Up to and including the line with "Annotation task. Serialize", copy the records below exactly from their first line.

• **ENTRIES SHOWN**:
********
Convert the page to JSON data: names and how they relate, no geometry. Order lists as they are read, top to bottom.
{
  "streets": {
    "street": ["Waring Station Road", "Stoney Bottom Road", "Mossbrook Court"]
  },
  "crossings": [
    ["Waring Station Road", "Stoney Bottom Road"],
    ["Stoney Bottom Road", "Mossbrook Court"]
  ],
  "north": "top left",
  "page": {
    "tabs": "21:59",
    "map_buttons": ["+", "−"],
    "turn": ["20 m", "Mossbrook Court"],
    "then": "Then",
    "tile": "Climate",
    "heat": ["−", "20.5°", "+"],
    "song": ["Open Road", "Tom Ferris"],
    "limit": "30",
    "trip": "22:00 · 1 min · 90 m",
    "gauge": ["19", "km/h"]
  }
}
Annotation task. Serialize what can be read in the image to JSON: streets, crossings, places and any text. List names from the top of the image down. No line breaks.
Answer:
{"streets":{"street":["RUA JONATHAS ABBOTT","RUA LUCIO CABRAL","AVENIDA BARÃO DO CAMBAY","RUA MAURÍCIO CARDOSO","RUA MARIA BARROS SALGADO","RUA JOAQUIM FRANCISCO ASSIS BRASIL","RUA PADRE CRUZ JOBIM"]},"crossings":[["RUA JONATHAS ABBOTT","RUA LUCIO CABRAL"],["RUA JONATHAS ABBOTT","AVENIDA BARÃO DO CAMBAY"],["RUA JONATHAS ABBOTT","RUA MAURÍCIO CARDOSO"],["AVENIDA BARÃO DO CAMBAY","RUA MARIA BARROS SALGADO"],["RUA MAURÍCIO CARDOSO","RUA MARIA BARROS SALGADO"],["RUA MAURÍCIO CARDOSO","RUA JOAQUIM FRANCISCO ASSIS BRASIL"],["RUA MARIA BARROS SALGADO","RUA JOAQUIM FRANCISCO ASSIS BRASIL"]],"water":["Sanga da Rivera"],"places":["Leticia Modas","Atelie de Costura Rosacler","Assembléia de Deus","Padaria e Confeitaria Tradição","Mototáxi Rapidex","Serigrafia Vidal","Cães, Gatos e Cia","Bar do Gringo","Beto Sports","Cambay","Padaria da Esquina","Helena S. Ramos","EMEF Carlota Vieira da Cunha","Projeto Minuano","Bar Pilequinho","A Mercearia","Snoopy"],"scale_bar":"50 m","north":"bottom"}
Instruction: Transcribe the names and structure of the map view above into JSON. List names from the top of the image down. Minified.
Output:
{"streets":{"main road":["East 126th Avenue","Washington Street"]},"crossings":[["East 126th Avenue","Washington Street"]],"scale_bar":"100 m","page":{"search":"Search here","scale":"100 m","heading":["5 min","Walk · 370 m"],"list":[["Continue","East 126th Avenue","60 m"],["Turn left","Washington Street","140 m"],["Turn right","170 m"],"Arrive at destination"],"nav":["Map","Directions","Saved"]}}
********
• **ANSWER BOX**:
Convert the page to JSON data: names and how they relate, no geometry. Order lists as they are read, top to bottom.
{
  "streets": {
    "street": ["Waring Station Road", "Stoney Bottom Road", "Mossbrook Court"]
  },
  "crossings": [
    ["Waring Station Road", "Stoney Bottom Road"],
    ["Stoney Bottom Road", "Mossbrook Court"]
  ],
  "north": "top left",
  "page": {
    "tabs": "21:59",
    "map_buttons": ["+", "−"],
    "turn": ["20 m", "Mossbrook Court"],
    "then": "Then",
    "tile": "Climate",
    "heat": ["−", "20.5°", "+"],
    "song": ["Open Road", "Tom Ferris"],
    "limit": "30",
    "trip": "22:00 · 1 min · 90 m",
    "gauge": ["19", "km/h"]
  }
}
Annotation task. Serialize what can be read in the image to JSON: streets, crossings, places and any text. List names from the top of the image down. No line breaks.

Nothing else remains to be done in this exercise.